Search code examples
pythonpython-3.xgoogle-cloud-speech

using enhanced model in google cloud speech api


I'm trying to use the enhanced models on the Google Speech API like:

gcs_uri="gs://mybucket/averylongaudiofile.ogg"

client = speech.SpeechClient()

audio = types.RecognitionAudio(uri=gcs_uri)
config = types.RecognitionConfig(
        encoding=enums.RecognitionConfig.AudioEncoding.OGG_OPUS,
        language_code='en-US',
        sample_rate_hertz=48000,
        use_enhanced=True,
        model='phone_call',
        enable_word_time_offsets=True,
        enable_automatic_punctuation=True)

operation = client.long_running_recognize(config, audio)

I have enabled data logging, to be able to use the enhanced model, in the 'Cloud Speech API' settings for my project

When I run it, it throws the following error:

Traceback (most recent call last):   File "./transcribe.py", line 126, in <module>
    enable_automatic_punctuation=True) ValueError: Protocol message RecognitionConfig has no "use_enhanced" field.

Any suggestions?


Solution

  • You can use "use_enhanced" in the RecognitionConfig type in the v1p1beta1 package.

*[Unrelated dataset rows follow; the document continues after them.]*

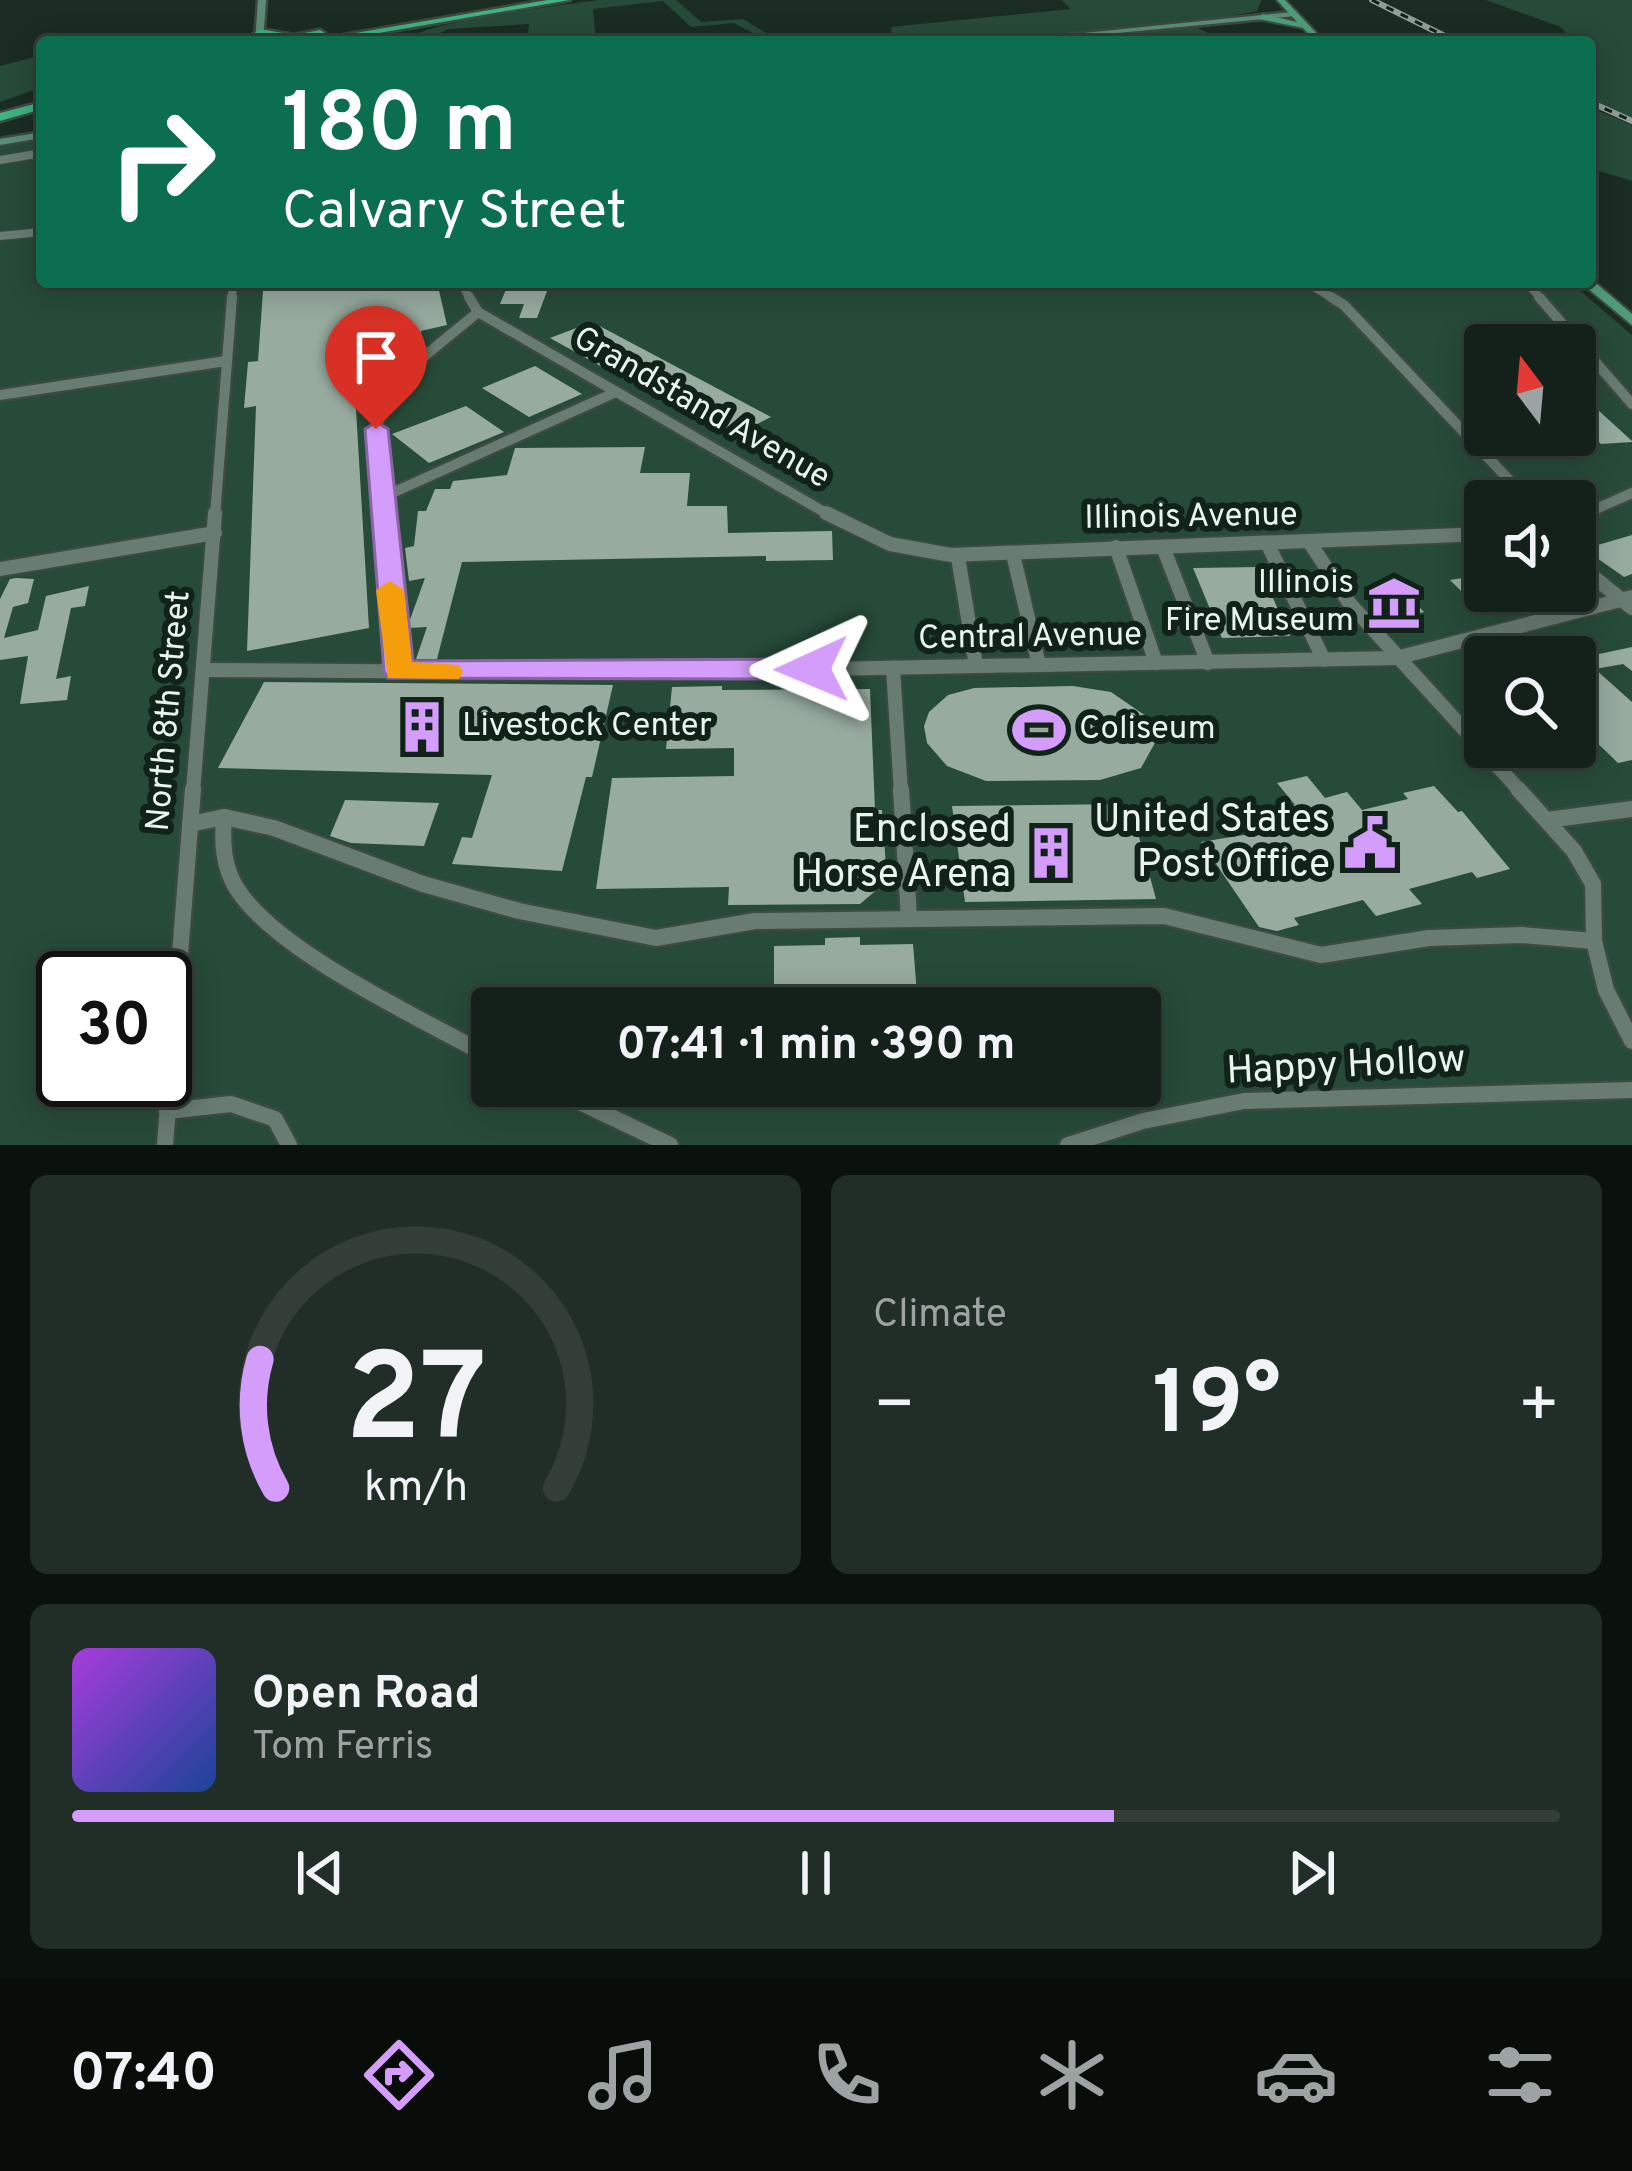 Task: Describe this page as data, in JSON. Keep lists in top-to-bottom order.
{
  "streets": {
    "street": [
      "Grandstand Avenue",
      "Illinois Avenue",
      "Central Avenue",
      "North 8th Street",
      "Happy Hollow"
    ]
  },
  "crossings": [
    ["Grandstand Avenue", "Illinois Avenue"],
    ["Central Avenue", "North 8th Street"]
  ],
  "places": {
    "museum": ["Illinois Fire Museum"],
    "building": ["Livestock Center", "Enclosed Horse Arena"],
    "sports": ["Coliseum"],
    "public building": ["United States Post Office"]
  },
  "north": "top",
  "page": {
    "turn": ["180 m", "Calvary Street"],
    "limit": "30",
    "trip": "07:41 · 1 min · 390 m",
    "tile": "Climate",
    "heat": ["−", "19°", "+"],
    "song": ["Open Road", "Tom Ferris"],
    "tabs": "07:40",
    "gauge": ["27", "km/h"]
  }
}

    To be able to run your example, you just have to modify the imports you have, to something like the following:

    import google.cloud.speech_v1p1beta1 as speech
    gcs_uri="gs://mybucket/averylongaudiofile.ogg"
    
    client = speech.SpeechClient()
    audio = speech.types.RecognitionAudio(uri=gcs_uri)
    config = speech.types.RecognitionConfig(
            encoding=speech.enums.RecognitionConfig.AudioEncoding.OGG_OPUS,
            language_code='en-US',
            sample_rate_hertz=48000,
            use_enhanced=True,
            model='phone_call',
            enable_word_time_offsets=True,
            enable_automatic_punctuation=True)
    operation = client.long_running_recognize(config, audio)